** Exercise prompt **
All entries are to be quoted exactly; the images stay out of the copy.

_____

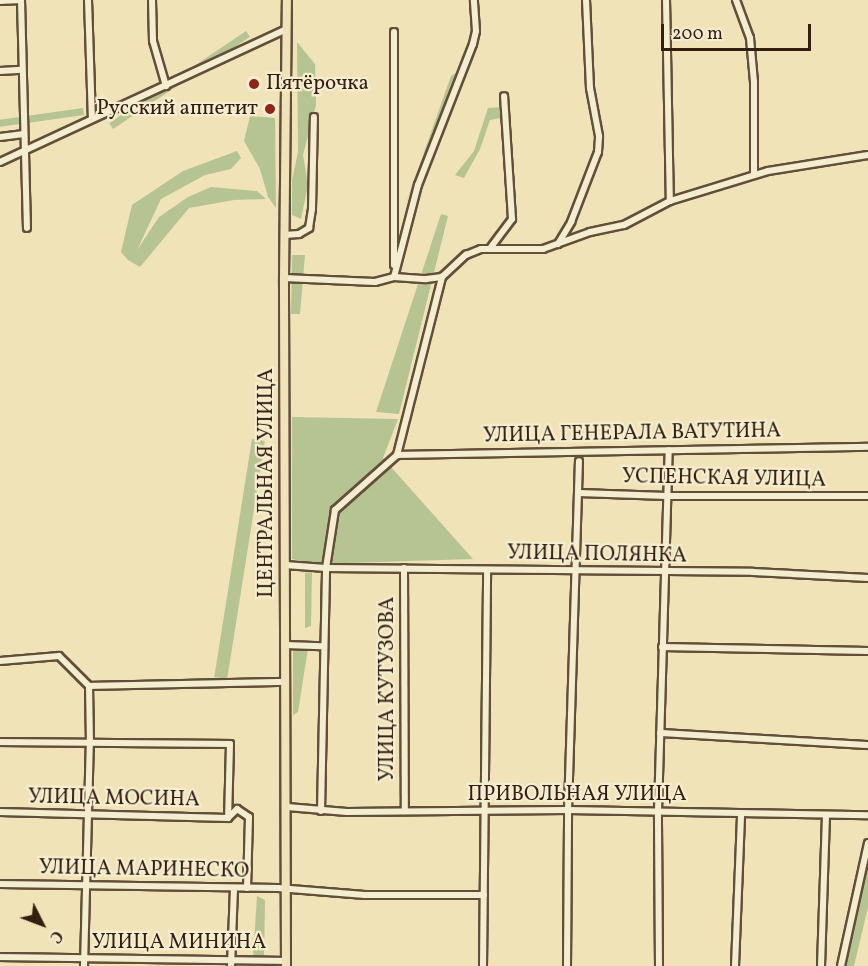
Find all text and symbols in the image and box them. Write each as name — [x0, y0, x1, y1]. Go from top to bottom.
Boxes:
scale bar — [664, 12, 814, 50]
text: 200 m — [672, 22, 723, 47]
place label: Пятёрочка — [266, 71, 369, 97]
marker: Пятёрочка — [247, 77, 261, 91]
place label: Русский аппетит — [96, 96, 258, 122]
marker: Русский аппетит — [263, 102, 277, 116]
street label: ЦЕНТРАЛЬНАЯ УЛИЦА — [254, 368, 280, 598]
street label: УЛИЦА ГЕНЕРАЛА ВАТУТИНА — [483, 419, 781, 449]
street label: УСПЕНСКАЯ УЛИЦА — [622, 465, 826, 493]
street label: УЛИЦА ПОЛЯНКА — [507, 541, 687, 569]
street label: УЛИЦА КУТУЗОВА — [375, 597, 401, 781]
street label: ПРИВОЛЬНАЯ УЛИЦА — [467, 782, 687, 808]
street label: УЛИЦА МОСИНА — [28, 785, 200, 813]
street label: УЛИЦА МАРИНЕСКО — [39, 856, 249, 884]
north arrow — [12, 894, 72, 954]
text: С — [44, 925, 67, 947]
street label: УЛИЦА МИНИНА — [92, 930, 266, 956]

_____

** Written reply **
Find all text and symbols in the image and box them. Write each as name — [x0, y0, x1, y1]. Go from top to bottom.
Boxes:
scale bar — [664, 12, 814, 50]
text: 200 m — [672, 22, 723, 47]
place label: Пятёрочка — [266, 71, 369, 97]
marker: Пятёрочка — [247, 77, 261, 91]
place label: Русский аппетит — [96, 96, 258, 122]
marker: Русский аппетит — [263, 102, 277, 116]
street label: ЦЕНТРАЛЬНАЯ УЛИЦА — [254, 368, 280, 598]
street label: УЛИЦА ГЕНЕРАЛА ВАТУТИНА — [483, 419, 781, 449]
street label: УСПЕНСКАЯ УЛИЦА — [622, 465, 826, 493]
street label: УЛИЦА ПОЛЯНКА — [507, 541, 687, 569]
street label: УЛИЦА КУТУЗОВА — [375, 597, 401, 781]
street label: ПРИВОЛЬНАЯ УЛИЦА — [467, 782, 687, 808]
street label: УЛИЦА МОСИНА — [28, 785, 200, 813]
street label: УЛИЦА МАРИНЕСКО — [39, 856, 249, 884]
north arrow — [12, 894, 72, 954]
text: С — [44, 925, 67, 947]
street label: УЛИЦА МИНИНА — [92, 930, 266, 956]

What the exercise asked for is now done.